Quinoa is becoming one of the best choices for a gluten free diet; specifically because it’s high in fiber, protein, different vitamins, and even a whole array of minerals. All in all, it s considered quite a super healthy food. However, if you’re like most people, you probably don’t have a garden or a countertop where you can conveniently plant your quinoa microgreens. If that’s the case, don’t despair! There are other options for growing your very own quinoa.
There are several options for growing quinoa, but none are as convenient as quinoa growing kits. Instead of digging holes in the earth to sprout your crops, these kits let you plant your seeds directly into the ground. With these kits, all you have to do is water the soil every couple of days. The good news is that you can easily grow your own quinoa microgreens in your own kitchen. Here are some tips for learning how to start growing microgreens.
Before you get started, make sure that your seed packets are fresh. Packaging can sometimes cause problems with microgreens, so it’s always best to purchase them a few days before you plant. Another important factor is that you should plant your seeds about a week ahead of time. This ensures that the microgreens have enough of a head start to grow big and strong. Keep in mind that microgreens tend to grow quickly; about 10 days is more than enough. Once you’ve planted your seeds, you’ll need to put them in a warm and sunny location for about a week.
Quinoa and cabbage microgreens both love moisture, so be sure that you place them in a location that has plenty of it. For instance, if you’re planting in an area with high humidity, you should place your seed packets in a cool moist place such as your basement or a coop in your garden. Cabbage tends to dry out quite a bit once it is picked, so you should also make sure that you pick from a well-drained location. If you’re putting the seedlings in direct sunlight, you should check the area for moisture on a regular basis. You should also try to keep the seedlings away from frost, which will kill your plants.
One tip for growing cabbage microgreens is to place them about a week ahead of schedule. If you plan on harvesting them in a week, they’ll be ready to harvest when you get to them. On average, it takes about twelve days for cabbage to mature. Harvesting them before they’re ready will delay the harvest, as well as reduce the amount of flavor they have. Cabbage leaves turn out darker with age, so don’t think that harvesting them too early changes that. Just be sure that they’re in an area that receives at least twelve hours of sunlight.

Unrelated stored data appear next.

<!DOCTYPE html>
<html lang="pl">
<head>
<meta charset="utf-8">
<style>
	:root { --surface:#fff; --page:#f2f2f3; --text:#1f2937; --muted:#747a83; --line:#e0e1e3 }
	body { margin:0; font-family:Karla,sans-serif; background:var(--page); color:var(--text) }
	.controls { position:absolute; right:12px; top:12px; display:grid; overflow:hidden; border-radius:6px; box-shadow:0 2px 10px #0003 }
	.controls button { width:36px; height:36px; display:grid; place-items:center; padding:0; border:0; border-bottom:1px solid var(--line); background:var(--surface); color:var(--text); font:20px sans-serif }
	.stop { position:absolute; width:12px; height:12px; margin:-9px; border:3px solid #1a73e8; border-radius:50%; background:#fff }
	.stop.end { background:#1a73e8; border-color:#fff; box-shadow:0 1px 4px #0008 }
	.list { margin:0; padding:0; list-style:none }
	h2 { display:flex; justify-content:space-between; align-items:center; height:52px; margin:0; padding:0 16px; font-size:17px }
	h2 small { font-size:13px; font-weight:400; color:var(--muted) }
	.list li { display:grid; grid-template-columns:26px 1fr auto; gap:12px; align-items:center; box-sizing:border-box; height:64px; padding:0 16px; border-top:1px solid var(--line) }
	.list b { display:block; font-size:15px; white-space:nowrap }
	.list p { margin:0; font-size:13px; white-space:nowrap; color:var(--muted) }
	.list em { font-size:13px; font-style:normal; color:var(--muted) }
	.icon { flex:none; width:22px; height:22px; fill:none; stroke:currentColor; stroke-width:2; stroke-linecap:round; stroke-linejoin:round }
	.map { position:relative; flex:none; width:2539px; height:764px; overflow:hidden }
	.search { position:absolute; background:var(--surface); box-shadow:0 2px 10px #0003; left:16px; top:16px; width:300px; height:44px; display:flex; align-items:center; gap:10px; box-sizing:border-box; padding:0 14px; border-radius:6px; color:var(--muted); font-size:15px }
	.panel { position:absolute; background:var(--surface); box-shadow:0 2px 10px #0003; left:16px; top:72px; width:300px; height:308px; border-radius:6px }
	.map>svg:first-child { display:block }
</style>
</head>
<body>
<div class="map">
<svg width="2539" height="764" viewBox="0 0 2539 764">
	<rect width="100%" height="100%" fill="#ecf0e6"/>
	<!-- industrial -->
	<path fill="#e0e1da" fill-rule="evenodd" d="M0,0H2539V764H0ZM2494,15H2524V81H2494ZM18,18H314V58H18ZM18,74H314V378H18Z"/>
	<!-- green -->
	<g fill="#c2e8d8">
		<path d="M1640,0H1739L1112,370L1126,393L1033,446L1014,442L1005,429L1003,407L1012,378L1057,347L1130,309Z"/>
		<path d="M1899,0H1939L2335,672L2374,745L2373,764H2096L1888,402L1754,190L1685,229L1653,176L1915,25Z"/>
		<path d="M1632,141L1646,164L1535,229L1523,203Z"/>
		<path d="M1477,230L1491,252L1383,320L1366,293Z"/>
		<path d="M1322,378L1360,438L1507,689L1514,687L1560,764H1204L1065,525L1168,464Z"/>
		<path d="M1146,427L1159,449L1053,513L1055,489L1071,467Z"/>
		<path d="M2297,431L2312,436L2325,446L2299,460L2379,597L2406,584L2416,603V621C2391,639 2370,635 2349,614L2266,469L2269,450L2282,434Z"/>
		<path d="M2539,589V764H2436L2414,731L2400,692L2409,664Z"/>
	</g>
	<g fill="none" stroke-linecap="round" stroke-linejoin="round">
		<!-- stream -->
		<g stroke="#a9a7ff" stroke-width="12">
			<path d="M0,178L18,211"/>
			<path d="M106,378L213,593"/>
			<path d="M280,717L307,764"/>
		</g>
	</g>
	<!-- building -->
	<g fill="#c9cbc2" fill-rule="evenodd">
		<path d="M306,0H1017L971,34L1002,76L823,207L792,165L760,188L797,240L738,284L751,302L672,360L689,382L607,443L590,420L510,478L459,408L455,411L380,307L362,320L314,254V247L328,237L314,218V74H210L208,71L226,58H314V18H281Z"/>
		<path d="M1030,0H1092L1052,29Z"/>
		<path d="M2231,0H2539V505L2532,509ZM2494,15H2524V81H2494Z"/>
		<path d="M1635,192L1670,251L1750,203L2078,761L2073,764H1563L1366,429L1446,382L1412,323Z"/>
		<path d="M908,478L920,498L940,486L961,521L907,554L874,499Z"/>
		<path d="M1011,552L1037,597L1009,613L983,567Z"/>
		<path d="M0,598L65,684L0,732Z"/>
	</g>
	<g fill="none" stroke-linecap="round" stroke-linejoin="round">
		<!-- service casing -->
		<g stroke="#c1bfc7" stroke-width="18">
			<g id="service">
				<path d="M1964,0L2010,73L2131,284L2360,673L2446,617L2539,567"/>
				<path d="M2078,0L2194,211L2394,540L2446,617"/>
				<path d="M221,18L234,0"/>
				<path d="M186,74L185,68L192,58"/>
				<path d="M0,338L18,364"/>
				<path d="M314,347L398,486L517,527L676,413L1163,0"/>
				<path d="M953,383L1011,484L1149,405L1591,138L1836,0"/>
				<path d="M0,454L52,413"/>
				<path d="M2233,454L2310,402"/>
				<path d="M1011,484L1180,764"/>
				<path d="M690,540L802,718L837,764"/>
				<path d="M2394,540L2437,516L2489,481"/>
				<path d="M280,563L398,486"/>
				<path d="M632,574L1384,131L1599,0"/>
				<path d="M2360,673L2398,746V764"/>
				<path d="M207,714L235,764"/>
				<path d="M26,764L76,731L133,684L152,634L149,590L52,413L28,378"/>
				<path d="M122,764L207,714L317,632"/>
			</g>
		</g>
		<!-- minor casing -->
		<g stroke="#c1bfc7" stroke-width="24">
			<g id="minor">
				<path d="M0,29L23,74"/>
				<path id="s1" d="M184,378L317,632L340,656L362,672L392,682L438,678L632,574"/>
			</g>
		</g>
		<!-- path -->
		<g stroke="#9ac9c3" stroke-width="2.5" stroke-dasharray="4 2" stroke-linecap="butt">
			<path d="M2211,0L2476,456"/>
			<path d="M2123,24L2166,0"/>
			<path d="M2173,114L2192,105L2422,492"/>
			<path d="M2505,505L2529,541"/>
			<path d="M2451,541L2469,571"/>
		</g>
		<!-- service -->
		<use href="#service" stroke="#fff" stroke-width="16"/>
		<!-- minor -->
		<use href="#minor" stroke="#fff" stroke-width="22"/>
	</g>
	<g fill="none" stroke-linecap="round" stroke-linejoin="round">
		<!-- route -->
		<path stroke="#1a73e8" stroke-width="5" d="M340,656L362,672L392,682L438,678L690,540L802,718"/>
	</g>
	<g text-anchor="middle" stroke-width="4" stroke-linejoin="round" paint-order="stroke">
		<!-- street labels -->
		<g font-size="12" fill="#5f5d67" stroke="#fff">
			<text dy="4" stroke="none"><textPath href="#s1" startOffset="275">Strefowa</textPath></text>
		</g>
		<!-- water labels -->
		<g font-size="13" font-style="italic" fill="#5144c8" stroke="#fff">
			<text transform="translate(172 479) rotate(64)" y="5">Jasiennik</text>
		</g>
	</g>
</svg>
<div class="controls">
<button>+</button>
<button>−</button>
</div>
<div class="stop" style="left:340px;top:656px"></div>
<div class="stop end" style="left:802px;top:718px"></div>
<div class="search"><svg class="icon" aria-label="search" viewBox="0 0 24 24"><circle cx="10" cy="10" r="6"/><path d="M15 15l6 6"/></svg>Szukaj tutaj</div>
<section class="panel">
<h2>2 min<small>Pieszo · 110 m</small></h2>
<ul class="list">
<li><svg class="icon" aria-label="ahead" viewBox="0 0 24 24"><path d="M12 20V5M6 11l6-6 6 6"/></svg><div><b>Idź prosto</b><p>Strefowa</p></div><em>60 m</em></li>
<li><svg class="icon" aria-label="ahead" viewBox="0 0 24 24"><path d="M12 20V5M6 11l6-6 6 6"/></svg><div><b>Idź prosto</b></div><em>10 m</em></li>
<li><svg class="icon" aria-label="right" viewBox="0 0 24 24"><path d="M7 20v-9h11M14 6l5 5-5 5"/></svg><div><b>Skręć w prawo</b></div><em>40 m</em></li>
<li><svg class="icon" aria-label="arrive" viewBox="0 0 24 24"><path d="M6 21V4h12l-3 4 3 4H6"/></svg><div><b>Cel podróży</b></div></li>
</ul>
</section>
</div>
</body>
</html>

Quinoa and cabbage lettuce microgreens are very easy to grow, but it’s important that you remember that these two are actually different species of lettuce. You can expect a harvest time between eight and ten days for each variety. If you harvest lettuce leaves before they turn dark, you’ll get better flavor from the leaves.
When you plant quinoa and cabbage microgreens, you should make sure that you have a trellis system installed to provide support for the plants as they grow. Lettuce can be tough to grow, especially if you don’t have a trellis system in place. However, as long as you provide support as they grow, you shouldn’t have any problem growing these two options. Once they are established, you should notice that they taste like sunflower seeds rather than lettuce.
Quinoa and cabbage microgreen plants take quite awhile to mature. When you’re planting them, you should be prepared to replant them every six months. The microgreens will continue to grow until just before they are about to fall over, at which point they will die. After replanting, keep in mind that the sunlight they receive is limited, so you might want to plant them out in partial shade or in areas where they can receive some additional sunlight. Placing the plants right after you clear the area of weeds should also help to keep the microgreens from getting lost.